I tried to find some specs on the Fender/Celestion 8 ohm speaker that is original equipment. The most I could find is that it is sold as "Fender 15" replacement speaker" no specs. It was used in other amps and cabs of the era ~ 200 watts or so, so I guess it is a pretty typical middle of the road 15. 200, maybe 300 watts ? Anyway, I may put that back in the Peavey cab I stole the Widow out of and experiment with my slave amp idea with that.It will be plenty for that.
THANK YOU  !!!!

LateDev

#19
A lot of amps used Celestion Speakers and those speakers were common to Marshall as well. I know there was a round wire and an elliptical wired speaker done at that time. The elliptical wired speaker was more efficient given that the air gap could be smaller for the same number of turns. I would presume that would have been perfected now with a flatter wire used on high efficiency speakers pro speakers of all types.

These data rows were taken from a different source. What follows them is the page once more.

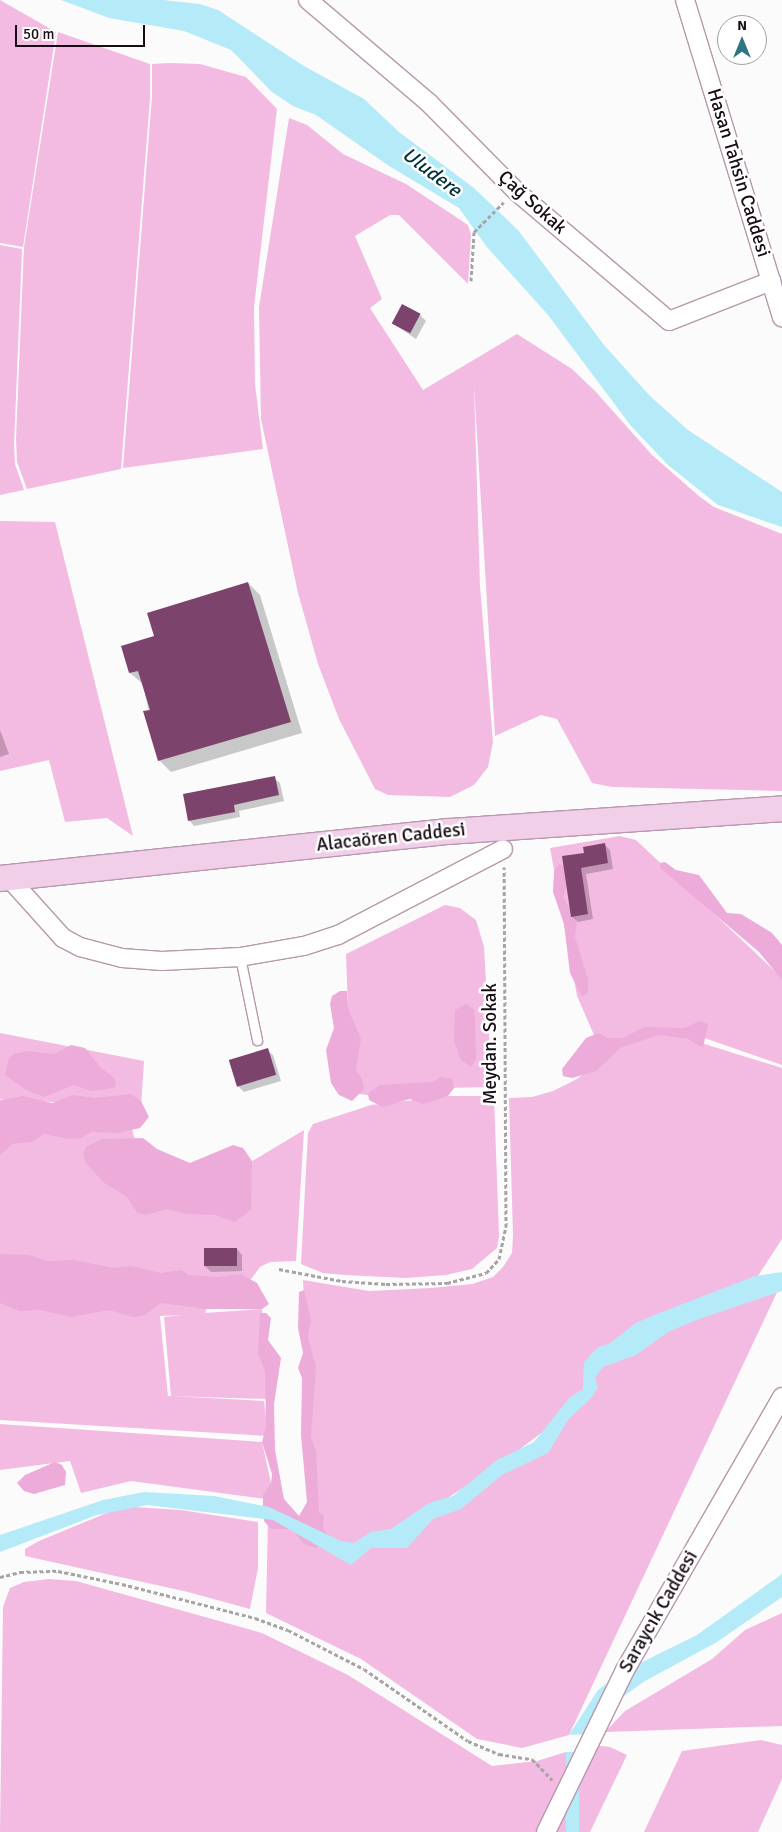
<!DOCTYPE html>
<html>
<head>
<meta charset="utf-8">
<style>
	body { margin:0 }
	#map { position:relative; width:782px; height:1832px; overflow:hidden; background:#fbfbfb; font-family:Signika,sans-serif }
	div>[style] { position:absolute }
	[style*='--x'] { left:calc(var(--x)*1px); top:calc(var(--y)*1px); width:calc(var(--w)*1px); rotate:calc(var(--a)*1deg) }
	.green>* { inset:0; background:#f3bbe2 }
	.forest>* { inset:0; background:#edabda }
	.water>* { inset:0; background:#b5ebf8; transform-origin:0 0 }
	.shadow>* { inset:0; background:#0003 }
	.building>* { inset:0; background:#7c436d; transform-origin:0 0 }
	.path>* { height:3px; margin-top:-1.5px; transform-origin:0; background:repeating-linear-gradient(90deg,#a7a3a6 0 4px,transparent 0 6.5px) }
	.roads { filter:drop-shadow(1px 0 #b797ad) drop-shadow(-1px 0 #b797ad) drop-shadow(0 1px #b797ad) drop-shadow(0 -1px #b797ad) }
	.lane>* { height:9px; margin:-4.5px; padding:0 4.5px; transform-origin:4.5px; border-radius:4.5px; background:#fff }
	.street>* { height:18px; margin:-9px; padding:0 9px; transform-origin:9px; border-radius:9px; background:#fff }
	.secondary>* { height:25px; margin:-12.5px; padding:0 12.5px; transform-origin:12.5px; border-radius:12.5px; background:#f1cfe9 }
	span { translate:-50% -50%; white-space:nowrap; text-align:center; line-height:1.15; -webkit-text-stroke:5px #fff; paint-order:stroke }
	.street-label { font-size:19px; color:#180d15 }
	.water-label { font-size:20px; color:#00313a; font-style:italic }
	.north { position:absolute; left:717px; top:15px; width:50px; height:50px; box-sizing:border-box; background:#fff; border:1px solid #a39ea1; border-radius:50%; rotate:0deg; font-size:14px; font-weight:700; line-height:20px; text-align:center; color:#180d15 }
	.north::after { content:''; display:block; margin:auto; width:18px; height:22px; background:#307584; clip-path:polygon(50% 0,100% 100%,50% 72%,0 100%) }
	.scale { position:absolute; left:15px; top:25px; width:130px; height:22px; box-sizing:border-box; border:2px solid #180d15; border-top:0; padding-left:6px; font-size:15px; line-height:18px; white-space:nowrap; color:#180d15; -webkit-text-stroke:4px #fff; paint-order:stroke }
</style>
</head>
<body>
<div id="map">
	<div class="green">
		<i style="clip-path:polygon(0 0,56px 32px,23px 247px,0 243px)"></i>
		<i style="clip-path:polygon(58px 32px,150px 64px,150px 98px,121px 469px,27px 489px,17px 462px,16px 439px,24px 247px)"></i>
		<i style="clip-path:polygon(170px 63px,200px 64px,246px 77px,277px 109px,254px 307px,255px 384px,263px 449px,123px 468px,152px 96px,152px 64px)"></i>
		<i style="clip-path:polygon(289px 118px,307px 125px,343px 154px,406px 184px,468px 225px,471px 235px,468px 284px,399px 215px,390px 215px,355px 236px,382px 299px,370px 308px,423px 390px,517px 334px,572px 369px,595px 391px,652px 455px,700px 497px,714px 507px,782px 534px,782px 791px,612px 787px,592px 783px,557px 719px,541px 715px,495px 736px,474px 385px,480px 586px,493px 742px,488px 767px,474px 785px,450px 797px,388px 795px,375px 789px,339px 719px,318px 664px,298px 593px,261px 419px,259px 307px)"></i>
		<i style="clip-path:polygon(0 245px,22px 249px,14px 445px,15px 464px,24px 490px,0 495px)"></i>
		<i style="clip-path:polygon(0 521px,55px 522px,133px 836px,107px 818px,65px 822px,49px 760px,0 771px)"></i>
		<i style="clip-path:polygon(evenodd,620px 836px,636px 840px,782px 978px,782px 1065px,690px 1033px,666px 1032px,782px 1068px,782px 1239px,756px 1279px,592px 1361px,587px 1383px,592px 1370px,664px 1325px,780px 1286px,569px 1735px,522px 1748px,477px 1739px,361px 1659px,266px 1613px,268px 1517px,296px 1527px,347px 1558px,409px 1524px,346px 1547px,316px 1531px,303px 1280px,369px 1291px,431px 1288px,472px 1284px,493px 1277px,503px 1267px,512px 1253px,513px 1235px,509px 1098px,532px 1097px,553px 1091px,577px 1079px,617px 1045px,601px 1051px,577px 996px,550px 848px,620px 836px,649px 1031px,661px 1032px,623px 1042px,649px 1031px,620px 836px,585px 1389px,584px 1394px,526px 1455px,410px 1523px,508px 1458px,556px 1422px,585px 1389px)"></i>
		<i style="clip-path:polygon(445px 905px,460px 908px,476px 920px,484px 947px,492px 1087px,444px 1088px,375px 1096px,351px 1093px,346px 954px)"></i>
		<i style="clip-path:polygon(0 1033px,144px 1061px,141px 1107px,0 1099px)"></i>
		<i style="clip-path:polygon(448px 1096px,494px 1096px,499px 1236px,497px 1248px,472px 1269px,446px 1275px,406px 1278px,345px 1275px,323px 1273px,301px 1264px,308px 1133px,313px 1124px,371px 1105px)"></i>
		<i style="clip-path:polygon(0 1104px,130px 1121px,138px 1152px,157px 1192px,244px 1166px,304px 1130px,296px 1261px,270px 1262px,260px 1267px,249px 1282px,0 1260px)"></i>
		<i style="clip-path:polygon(evenodd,0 1275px,212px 1290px,205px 1313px,262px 1309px,268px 1399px,171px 1396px,264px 1401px,268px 1436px,0 1420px,0 1275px,183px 1315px,164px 1317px,171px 1396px,168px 1396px,160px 1316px,183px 1315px)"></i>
		<i style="clip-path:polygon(0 1424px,262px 1442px,271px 1483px,266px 1499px,131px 1481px,81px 1493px,70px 1461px,0 1470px)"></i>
		<i style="clip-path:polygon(134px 1507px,181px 1510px,258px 1522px,258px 1568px,250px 1609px,188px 1592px,25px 1556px,25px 1549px,39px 1541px,109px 1512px)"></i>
		<i style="clip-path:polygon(49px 1579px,76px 1581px,262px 1633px,348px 1675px,492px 1766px,537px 1761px,566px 1752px,579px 1752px,593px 1745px,610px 1747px,627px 1755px,590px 1832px,0 1832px,3px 1607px,10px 1588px,24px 1582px)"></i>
		<i style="clip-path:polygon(782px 1613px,782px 1726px,605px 1732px,625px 1711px,712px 1659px,745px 1630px)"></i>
		<i style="clip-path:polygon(761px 1740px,782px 1745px,782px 1779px,758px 1832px,644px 1832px,682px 1751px)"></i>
	</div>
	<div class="forest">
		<i style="clip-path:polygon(665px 862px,676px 870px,699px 875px,727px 913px,741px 914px,772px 933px,782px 945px,782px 980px,759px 952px,660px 868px,660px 863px)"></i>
		<i style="clip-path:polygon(559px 864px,569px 869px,570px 876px,563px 897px,577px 921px,575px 937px,588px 979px,588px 992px,582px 997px,570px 973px,564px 924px,553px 892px,554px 871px)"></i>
		<i style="clip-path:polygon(340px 991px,347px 991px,348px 1008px,361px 1039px,356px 1070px,362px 1079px,364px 1089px,352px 1101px,339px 1095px,331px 1083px,326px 1050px,334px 1028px,330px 1004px,332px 996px)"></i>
		<i style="clip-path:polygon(467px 1004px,474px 1010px,475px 1018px,476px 1059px,471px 1067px,461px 1060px,454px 1041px,455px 1010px)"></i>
		<i style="clip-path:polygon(699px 1021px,708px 1024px,703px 1048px,688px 1039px,659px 1035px,620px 1048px,596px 1071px,572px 1078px,563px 1076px,562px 1069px,586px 1038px,598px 1033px,608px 1038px,623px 1038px,644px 1027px,685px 1028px)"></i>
		<i style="clip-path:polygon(71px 1045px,85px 1048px,101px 1068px,113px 1077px,116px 1083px,114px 1088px,91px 1091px,74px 1085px,44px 1097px,26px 1090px,5px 1075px,9px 1058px,14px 1054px,27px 1051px,54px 1054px)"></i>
		<i style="clip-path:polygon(441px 1077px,452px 1079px,454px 1088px,448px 1096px,430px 1102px,422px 1104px,410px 1099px,383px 1107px,369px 1100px,368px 1093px,380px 1085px,432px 1082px)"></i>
		<i style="clip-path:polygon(131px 1094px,141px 1101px,149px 1117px,140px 1128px,118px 1133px,92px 1132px,81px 1138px,69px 1139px,44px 1134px,32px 1142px,12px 1144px,0 1155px,0 1100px,23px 1096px,52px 1103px,73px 1095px,95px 1098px)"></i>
		<i style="clip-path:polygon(143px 1138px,157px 1149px,190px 1163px,233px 1145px,243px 1148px,252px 1161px,251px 1210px,235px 1222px,215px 1215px,186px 1214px,167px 1209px,147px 1215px,137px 1213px,127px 1197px,103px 1182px,86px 1163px,83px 1154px,86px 1147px,102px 1139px)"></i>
		<i style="clip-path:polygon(0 1254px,29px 1255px,47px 1261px,74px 1260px,114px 1268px,131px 1266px,161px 1273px,181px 1270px,189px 1275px,216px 1277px,241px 1274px,257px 1283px,269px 1304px,262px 1309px,206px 1309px,161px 1303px,143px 1316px,133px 1317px,109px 1310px,71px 1317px,40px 1310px,20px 1311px,0 1303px)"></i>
		<i style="clip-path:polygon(304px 1290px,311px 1320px,308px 1337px,316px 1367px,311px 1437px,316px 1451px,319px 1512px,324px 1516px,323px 1528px,328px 1536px,316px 1548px,304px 1544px,290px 1527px,292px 1523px,287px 1529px,271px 1529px,264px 1521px,263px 1508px,263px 1495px,271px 1483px,272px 1474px,262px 1442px,266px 1427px,265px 1371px,258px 1353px,260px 1313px,266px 1313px,271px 1318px,268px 1340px,281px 1358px,274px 1404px,275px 1450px,284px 1499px,299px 1516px,307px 1502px,301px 1435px,302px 1378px,298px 1368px,303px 1353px,298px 1328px,299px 1292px)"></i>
		<i style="clip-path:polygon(55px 1462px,62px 1465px,66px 1472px,65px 1485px,34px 1494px,24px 1491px,17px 1483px,25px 1475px)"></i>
	</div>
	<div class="water">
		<i style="clip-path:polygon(61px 0,163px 0,200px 4px,218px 10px,304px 66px,364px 99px,399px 132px,474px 188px,518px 230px,604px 345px,650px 396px,688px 430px,782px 492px,782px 527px,718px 505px,668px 465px,631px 426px,548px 315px,486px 246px,459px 208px,389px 166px,316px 115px,293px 106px,272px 92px,231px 50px,184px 31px,109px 18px)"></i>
		<i style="clip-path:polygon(782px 1272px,782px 1291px,696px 1320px,668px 1332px,636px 1355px,603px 1367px,595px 1378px,598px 1387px,592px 1397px,568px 1420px,548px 1453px,502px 1475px,461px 1509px,433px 1519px,407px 1548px,371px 1548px,351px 1565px,273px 1520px,147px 1505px,97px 1515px,0 1552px,0 1535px,103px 1500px,144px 1492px,214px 1496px,269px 1507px,341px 1541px,354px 1543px,371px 1532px,391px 1529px,429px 1503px,453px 1496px,497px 1460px,534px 1442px,570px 1397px,583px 1389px,584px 1362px,598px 1347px,609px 1344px,636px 1323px,657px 1314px,755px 1276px)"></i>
		<i style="clip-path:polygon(782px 1574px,782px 1597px,717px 1642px,645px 1681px,617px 1701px,586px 1734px,569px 1735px,598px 1690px,624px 1671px,697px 1635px)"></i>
		<i style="left:566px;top:1752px;width:13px;height:88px"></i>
	</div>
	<div class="shadow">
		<i style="clip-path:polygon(420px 315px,426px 321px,416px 339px,392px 323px)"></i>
		<i style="clip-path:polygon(248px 583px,260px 595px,302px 733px,171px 772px,159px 760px,143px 684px,130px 673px,122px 647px,156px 637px)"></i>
		<i style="clip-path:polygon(0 730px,9px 754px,0 757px)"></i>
		<i style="clip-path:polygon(274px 778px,280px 783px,284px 801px,239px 811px,240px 817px,194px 826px,189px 820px)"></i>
		<i style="clip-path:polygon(604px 844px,610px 850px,613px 869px,586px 874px,593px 919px,578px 922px,572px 916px,563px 857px,585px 854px)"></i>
		<i style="clip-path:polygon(267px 1050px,273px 1055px,281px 1081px,244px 1092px,238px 1086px)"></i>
		<i style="clip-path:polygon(237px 1249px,242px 1255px,242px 1271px,211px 1272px,205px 1266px)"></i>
	</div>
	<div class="building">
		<i style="left:402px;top:304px;width:21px;height:22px;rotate:28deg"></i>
		<i style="clip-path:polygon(248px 582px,291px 722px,158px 761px,143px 711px,150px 710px,138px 671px,129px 673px,121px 646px,154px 636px,147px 613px)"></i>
		<i style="clip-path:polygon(275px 776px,279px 795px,234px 805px,235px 812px,188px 821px,183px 794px)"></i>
		<i style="clip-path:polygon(605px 843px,608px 863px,581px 868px,588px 914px,571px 917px,562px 856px,584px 853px,583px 847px)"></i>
		<i style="left:268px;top:1048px;width:28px;height:41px;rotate:73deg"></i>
		<i style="left:237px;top:1248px;width:18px;height:33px;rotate:90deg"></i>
	</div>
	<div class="path">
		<i style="--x:471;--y:281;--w:49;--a:-86.5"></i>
		<i style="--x:474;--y:232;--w:42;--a:-45"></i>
		<i style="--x:279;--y:1269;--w:64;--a:10.8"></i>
		<i style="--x:342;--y:1281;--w:44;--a:3.9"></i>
		<i style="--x:386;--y:1284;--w:61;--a:-0.9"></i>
		<i style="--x:447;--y:1283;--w:40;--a:-14.4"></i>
		<i style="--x:486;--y:1273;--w:19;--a:-47"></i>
		<i style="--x:499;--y:1259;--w:33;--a:-78"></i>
		<i style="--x:506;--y:1227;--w:360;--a:-90.3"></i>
		<i style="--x:0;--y:1577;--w:21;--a:-14"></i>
		<i style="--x:20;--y:1572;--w:38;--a:-2"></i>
		<i style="--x:58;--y:1571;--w:65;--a:11.5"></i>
		<i style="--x:122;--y:1584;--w:137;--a:14.3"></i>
		<i style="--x:255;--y:1618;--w:35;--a:20"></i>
		<i style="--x:288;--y:1630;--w:85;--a:27.2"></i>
		<i style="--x:364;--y:1669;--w:126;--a:34.7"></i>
		<i style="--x:468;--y:1741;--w:34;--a:23"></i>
		<i style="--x:499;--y:1754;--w:33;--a:9"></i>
		<i style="--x:532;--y:1759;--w:29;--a:46"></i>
	</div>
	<div class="roads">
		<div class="lane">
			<i style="--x:240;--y:957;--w:85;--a:78.4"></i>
		</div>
		<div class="street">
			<i style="--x:308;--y:0;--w:159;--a:40.4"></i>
			<i style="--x:429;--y:103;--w:125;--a:45.3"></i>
			<i style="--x:517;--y:192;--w:199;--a:40.3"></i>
			<i style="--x:669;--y:321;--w:110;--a:-21.4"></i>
			<i style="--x:685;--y:0;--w:332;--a:73"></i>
			<i style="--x:9;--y:878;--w:81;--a:48"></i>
			<i style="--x:63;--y:938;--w:19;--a:28"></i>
			<i style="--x:80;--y:947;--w:43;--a:14.7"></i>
			<i style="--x:122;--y:958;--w:40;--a:4.3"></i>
			<i style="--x:162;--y:961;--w:78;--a:-2.9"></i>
			<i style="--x:240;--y:957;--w:65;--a:-9.8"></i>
			<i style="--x:304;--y:946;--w:36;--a:-18"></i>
			<i style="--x:338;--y:935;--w:186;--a:-27.5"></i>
			<i style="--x:546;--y:1832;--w:180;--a:-64"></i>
			<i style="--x:625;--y:1670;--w:315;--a:-60.1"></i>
		</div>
		<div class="secondary">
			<i style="--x:0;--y:878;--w:450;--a:-6"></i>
			<i style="--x:448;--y:831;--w:335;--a:-3.9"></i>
		</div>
	</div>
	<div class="street-label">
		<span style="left:738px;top:173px;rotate:73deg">Hasan Tahsin Caddesi</span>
		<span style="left:532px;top:203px;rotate:42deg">Çağ Sokak</span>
		<span style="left:391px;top:838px;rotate:-6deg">Alacaören Caddesi</span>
		<span style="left:491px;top:1044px;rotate:-90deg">Meydan. Sokak</span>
		<span style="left:659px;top:1612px;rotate:-60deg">Saraycık Caddesi</span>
	</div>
	<div class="water-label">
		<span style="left:432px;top:172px;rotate:37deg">Uludere</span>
	</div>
	<div class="north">N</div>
	<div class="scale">50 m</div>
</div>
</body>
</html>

lol I have 2 x 12" Celestions in the hi-fi. I did have RCF speakers in there, but they were way too good for hi-fi  :)

Congratulations on getting it sorted, there is no worse problem than noise on any amp and is one of the harder things to successfully track by remote.

J M Fahey

Quoteelliptical wired speaker
Just curious as to what that means.

LateDev

#21
The coil wire has an elliptical cross section.
This of course means that the wire can still have the same current carrying capacity as a round wire with the same total cross sectional area, and the same number of windings as a round wire will fit in a smaller gap, or you can increase the number of windings for the same gap.

Speaker efficiency is increased by increasing the maximum amount of magnetic flux.

There are other factors to consider with Celestions from the older speaker range, as in they had a cambric edge surround which stiffened the movement and some manufacturers preferred a metal dome, rather than a fabric dome over the centre pole. I can't remember but I think Fender may have had the metal dome.